_TASK BRIEF_
Find the lines below that contain the string "this". Copy each one.
-------- SOURCE DATA
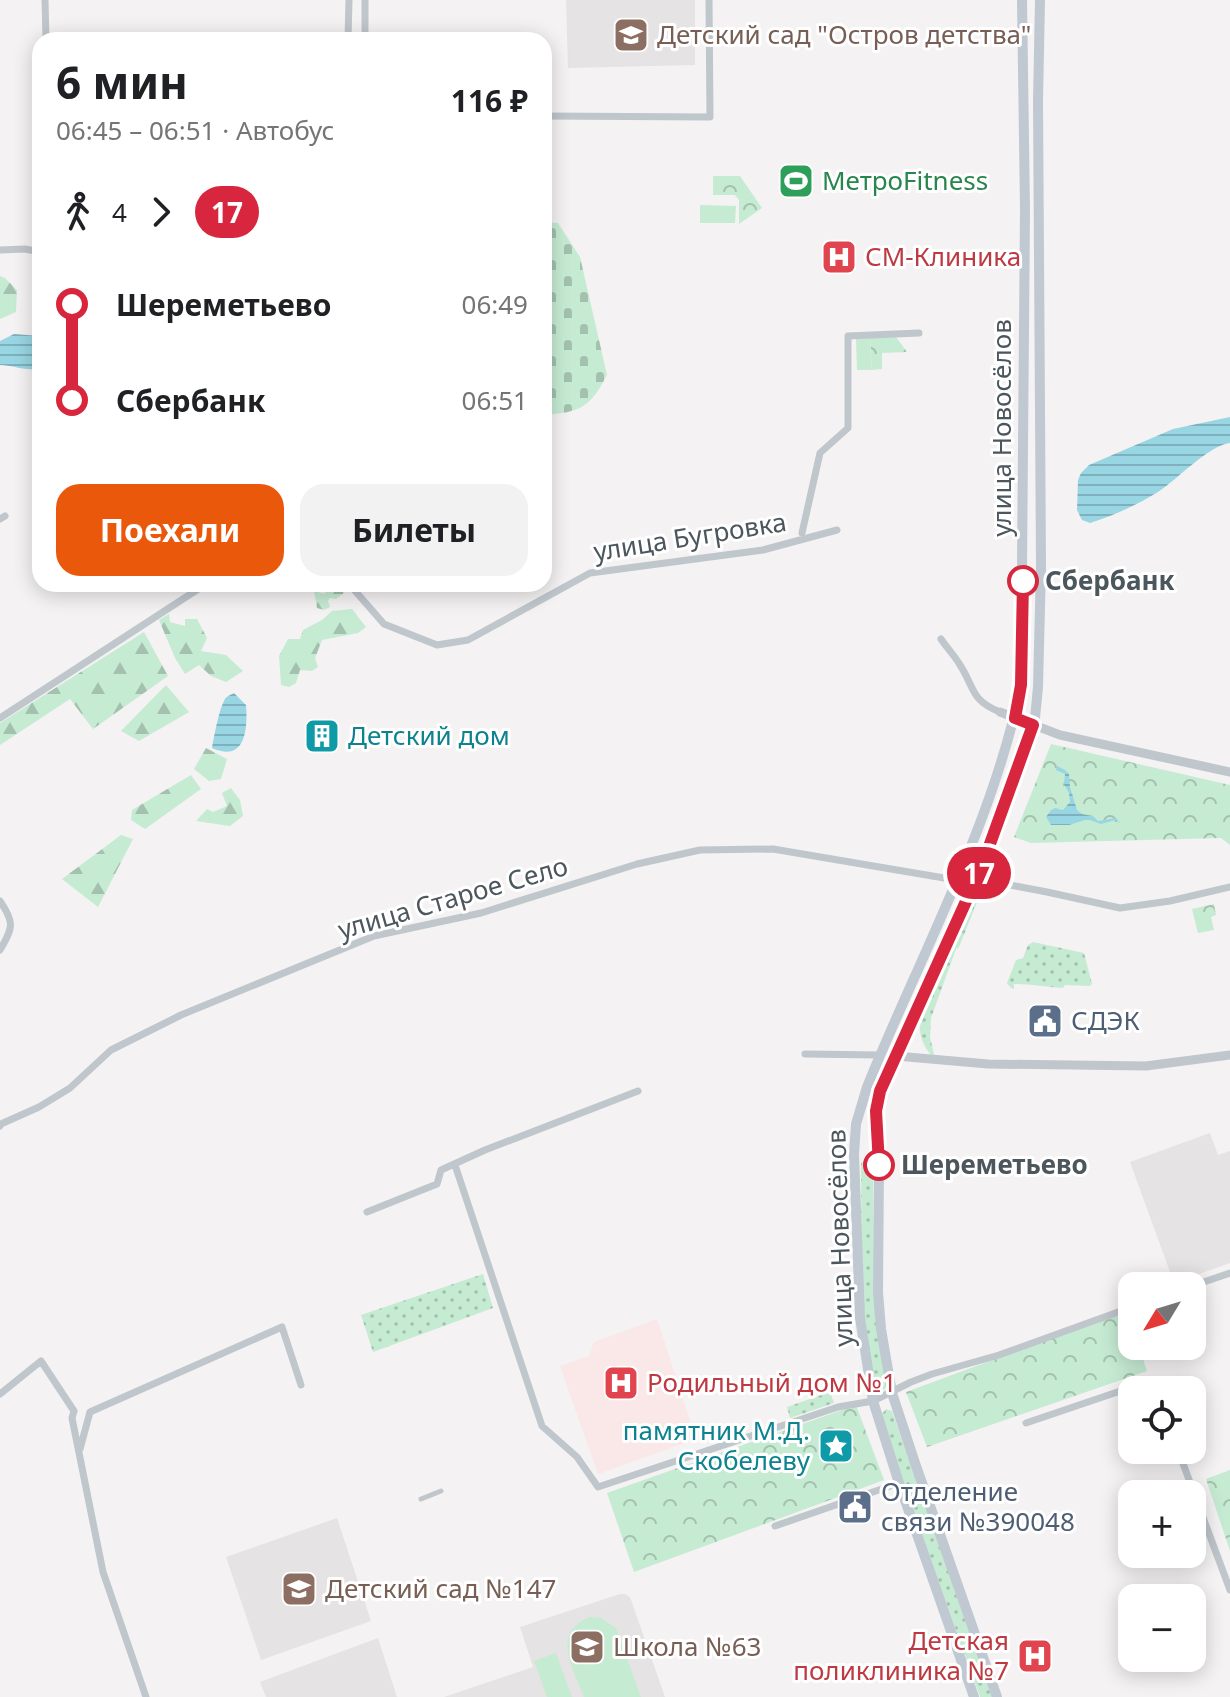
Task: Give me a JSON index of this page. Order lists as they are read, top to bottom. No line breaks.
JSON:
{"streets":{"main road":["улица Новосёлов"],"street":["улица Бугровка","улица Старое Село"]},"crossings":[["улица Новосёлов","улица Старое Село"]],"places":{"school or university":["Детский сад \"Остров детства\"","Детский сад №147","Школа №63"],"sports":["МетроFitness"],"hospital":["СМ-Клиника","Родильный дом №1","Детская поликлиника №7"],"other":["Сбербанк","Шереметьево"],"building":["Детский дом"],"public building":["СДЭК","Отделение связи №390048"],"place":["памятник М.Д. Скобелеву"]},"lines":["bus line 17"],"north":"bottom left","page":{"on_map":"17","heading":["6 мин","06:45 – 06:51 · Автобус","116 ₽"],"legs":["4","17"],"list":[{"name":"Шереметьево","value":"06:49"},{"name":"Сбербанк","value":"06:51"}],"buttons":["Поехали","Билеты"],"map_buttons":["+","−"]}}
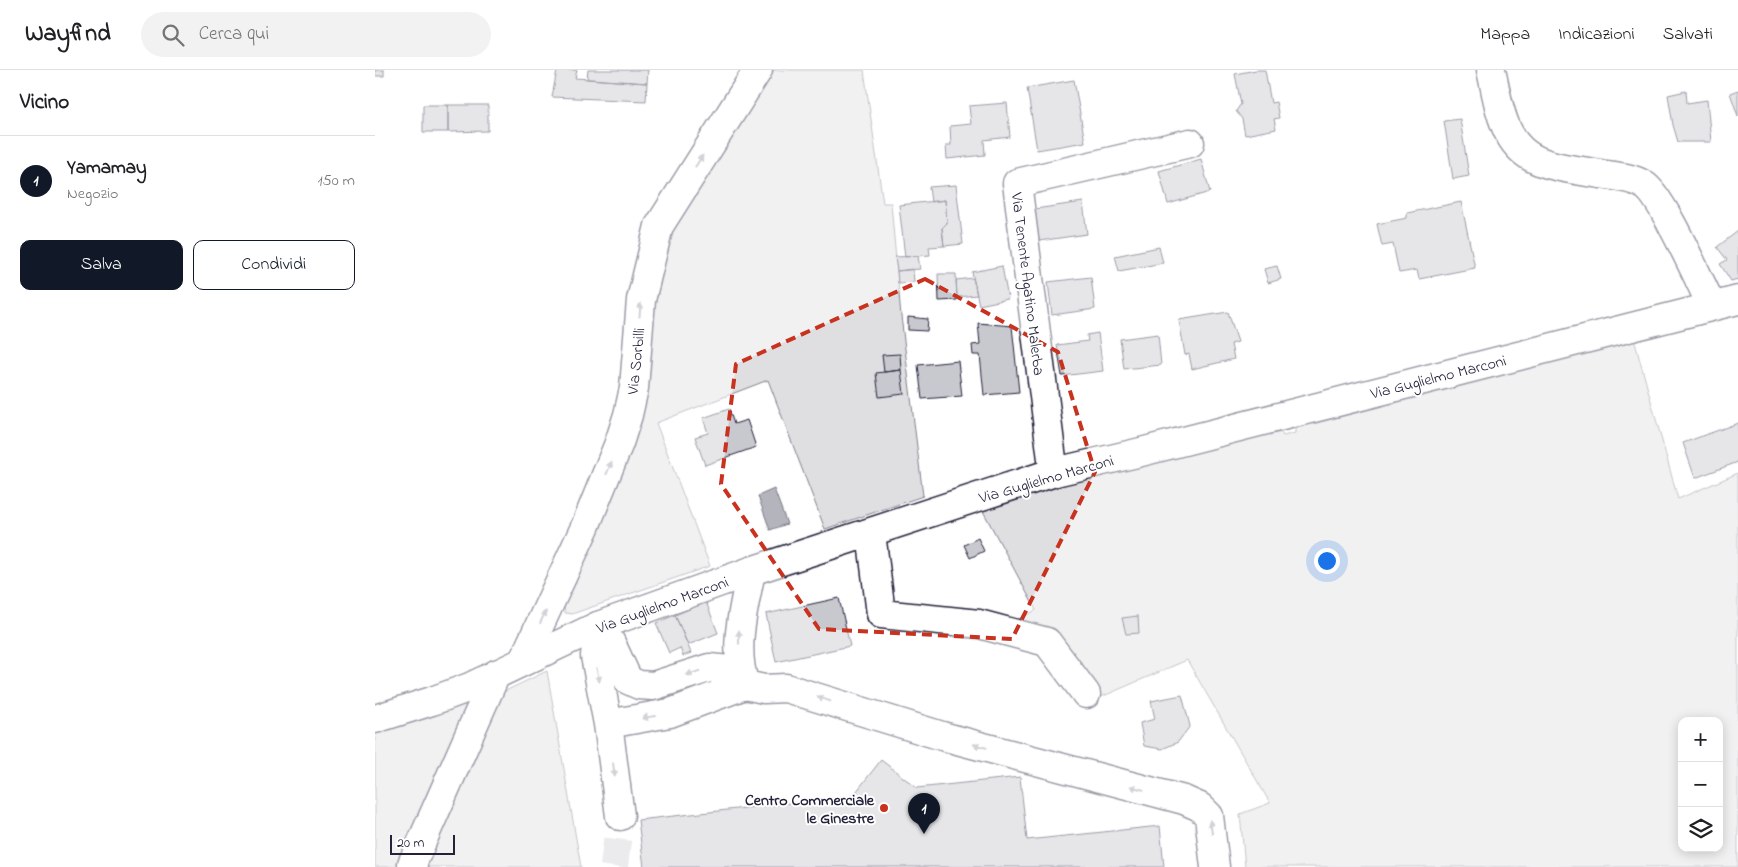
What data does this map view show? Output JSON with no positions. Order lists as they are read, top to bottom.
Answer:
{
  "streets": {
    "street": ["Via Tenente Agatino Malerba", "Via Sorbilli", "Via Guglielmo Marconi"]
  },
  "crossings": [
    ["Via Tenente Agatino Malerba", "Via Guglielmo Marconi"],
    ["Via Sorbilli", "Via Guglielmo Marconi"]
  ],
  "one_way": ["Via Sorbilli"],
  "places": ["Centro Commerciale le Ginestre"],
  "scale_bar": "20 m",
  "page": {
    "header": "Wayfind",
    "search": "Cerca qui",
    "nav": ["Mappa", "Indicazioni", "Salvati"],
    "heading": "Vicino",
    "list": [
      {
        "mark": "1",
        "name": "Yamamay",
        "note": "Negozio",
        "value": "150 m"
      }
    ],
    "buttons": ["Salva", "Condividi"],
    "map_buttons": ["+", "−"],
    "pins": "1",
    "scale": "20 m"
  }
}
----------------
_WRITTEN RESPONSE_
Task: Give me a JSON index of this page. Order lists as they are read, top to bottom. No line breaks.
What data does this map view show? Output JSON with no positions. Order lists as they are read, top to bottom.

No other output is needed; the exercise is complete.